*Aim of the exercise*. Examine each line of the data, and copy the ones containing "positions".

Stored items:
══════════════════════════════

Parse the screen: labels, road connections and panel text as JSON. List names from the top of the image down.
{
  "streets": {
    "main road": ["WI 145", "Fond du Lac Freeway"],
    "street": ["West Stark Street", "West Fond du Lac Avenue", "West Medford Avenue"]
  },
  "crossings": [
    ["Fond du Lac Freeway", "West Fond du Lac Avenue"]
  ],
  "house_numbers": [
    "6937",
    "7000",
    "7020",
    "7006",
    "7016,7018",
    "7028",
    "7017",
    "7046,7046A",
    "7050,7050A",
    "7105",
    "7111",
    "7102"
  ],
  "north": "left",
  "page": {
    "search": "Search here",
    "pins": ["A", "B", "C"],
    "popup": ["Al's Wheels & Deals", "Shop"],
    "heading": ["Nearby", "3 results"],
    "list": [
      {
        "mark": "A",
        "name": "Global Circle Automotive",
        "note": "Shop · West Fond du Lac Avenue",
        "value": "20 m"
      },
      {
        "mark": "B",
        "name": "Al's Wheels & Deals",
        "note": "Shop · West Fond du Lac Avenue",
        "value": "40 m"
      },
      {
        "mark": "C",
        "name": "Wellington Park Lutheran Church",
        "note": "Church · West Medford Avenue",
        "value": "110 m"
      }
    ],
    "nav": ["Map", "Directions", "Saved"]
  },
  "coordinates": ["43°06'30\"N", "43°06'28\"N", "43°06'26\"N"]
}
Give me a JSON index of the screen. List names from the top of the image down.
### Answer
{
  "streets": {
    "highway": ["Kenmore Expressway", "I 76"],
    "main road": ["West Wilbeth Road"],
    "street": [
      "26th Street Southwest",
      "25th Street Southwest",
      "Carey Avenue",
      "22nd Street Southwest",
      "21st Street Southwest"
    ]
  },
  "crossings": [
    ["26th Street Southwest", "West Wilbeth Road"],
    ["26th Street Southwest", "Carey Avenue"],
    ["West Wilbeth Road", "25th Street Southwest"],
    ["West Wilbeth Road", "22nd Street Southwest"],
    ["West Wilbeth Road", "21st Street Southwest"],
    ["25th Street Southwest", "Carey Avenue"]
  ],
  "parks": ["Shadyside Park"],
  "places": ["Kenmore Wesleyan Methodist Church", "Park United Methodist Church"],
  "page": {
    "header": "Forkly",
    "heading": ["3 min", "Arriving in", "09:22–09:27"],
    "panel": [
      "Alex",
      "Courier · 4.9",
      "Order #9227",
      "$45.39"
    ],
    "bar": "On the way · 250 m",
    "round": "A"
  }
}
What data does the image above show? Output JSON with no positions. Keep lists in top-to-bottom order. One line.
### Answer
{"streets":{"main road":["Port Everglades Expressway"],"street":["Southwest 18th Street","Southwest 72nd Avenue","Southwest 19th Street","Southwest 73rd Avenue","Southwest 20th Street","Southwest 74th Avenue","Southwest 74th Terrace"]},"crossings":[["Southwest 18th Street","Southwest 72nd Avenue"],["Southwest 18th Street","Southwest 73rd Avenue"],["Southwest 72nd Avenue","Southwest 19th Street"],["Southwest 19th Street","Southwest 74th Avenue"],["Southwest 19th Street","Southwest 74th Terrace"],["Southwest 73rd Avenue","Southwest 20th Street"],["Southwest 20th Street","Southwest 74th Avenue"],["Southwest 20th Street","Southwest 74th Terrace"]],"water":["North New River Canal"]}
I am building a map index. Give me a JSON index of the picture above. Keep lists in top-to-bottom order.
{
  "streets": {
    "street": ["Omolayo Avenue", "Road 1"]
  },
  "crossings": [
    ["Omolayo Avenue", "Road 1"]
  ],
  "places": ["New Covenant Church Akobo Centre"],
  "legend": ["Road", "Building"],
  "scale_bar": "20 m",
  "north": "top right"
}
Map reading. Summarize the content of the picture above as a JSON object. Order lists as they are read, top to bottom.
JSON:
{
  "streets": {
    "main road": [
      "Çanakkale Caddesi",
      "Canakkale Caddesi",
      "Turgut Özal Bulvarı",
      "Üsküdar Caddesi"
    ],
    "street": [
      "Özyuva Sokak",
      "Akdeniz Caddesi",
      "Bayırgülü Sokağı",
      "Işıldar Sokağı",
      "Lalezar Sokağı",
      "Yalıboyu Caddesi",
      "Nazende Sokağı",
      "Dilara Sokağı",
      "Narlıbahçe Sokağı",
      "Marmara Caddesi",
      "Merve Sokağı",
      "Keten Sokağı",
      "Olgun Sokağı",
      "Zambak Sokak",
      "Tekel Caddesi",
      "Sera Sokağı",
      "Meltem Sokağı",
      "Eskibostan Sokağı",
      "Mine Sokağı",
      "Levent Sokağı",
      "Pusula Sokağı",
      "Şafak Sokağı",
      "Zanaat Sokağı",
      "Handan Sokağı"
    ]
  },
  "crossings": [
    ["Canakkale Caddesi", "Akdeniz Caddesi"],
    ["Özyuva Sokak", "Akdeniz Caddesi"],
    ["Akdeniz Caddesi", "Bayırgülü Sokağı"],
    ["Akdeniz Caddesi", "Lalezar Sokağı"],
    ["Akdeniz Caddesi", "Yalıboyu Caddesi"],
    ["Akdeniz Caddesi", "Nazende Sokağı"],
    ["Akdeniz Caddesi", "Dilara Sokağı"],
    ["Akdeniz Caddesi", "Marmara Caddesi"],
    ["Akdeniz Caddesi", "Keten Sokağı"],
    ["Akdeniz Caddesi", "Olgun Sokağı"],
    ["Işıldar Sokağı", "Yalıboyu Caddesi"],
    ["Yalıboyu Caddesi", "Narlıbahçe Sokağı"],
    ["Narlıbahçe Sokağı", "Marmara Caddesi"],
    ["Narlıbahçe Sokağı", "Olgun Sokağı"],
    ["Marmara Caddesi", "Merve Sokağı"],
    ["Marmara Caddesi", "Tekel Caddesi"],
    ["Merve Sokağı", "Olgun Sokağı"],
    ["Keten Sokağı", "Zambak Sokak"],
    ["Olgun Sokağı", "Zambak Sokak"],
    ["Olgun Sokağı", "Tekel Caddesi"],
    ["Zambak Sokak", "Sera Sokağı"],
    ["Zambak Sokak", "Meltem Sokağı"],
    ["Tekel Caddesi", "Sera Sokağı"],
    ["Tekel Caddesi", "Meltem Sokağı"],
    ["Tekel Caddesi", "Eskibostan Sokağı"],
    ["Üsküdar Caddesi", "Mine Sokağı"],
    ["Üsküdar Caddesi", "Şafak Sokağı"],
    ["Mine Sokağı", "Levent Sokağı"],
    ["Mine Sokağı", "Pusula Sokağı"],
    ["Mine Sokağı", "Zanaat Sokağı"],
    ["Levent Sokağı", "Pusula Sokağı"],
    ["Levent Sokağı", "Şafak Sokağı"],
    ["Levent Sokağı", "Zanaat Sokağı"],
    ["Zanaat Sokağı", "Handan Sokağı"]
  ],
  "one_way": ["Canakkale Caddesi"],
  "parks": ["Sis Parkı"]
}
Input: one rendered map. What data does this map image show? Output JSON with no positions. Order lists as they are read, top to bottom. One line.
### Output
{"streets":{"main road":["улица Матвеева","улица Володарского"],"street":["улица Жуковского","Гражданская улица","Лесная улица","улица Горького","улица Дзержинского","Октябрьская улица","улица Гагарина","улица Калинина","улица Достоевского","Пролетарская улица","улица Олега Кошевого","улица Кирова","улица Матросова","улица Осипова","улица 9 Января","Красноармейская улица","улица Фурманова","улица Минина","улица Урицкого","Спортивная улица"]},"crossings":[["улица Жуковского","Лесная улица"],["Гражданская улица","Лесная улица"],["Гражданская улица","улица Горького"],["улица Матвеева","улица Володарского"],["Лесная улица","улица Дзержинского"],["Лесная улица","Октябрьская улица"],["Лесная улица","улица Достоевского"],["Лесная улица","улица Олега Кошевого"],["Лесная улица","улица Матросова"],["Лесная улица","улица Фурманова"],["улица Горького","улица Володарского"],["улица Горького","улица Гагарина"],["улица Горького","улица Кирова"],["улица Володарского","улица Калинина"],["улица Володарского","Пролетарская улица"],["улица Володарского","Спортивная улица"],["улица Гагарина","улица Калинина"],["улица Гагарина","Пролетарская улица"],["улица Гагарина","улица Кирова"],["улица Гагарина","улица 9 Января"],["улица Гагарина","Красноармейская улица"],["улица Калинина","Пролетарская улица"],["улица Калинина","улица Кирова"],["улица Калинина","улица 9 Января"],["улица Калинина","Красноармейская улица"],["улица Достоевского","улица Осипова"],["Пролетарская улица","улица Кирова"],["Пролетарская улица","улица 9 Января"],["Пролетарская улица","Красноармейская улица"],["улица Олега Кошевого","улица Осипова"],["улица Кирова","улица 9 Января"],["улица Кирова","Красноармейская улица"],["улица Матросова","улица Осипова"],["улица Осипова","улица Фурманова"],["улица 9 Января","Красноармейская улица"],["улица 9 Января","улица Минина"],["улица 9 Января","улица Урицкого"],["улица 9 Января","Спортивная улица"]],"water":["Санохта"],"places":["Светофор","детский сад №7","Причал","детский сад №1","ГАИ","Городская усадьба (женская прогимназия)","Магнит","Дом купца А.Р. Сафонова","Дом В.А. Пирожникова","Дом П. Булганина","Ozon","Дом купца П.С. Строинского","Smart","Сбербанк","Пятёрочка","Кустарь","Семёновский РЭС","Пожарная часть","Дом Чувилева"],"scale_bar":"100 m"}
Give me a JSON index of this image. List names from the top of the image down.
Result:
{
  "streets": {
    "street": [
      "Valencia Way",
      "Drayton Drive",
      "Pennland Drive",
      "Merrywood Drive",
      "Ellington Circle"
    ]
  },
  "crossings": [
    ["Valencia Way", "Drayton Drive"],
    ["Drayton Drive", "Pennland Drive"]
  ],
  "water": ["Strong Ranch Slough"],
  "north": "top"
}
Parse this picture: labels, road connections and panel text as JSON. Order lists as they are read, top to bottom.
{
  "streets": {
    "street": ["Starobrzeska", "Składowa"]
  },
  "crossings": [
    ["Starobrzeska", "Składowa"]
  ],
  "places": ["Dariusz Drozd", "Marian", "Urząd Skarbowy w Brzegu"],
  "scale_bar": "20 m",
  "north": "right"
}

══════════════════════════════

*Result*.
What data does the image above show? Output JSON with no positions. Keep lists in top-to-bottom order. One line.
Input: one rendered map. What data does this map image show? Output JSON with no positions. Order lists as they are read, top to bottom. One line.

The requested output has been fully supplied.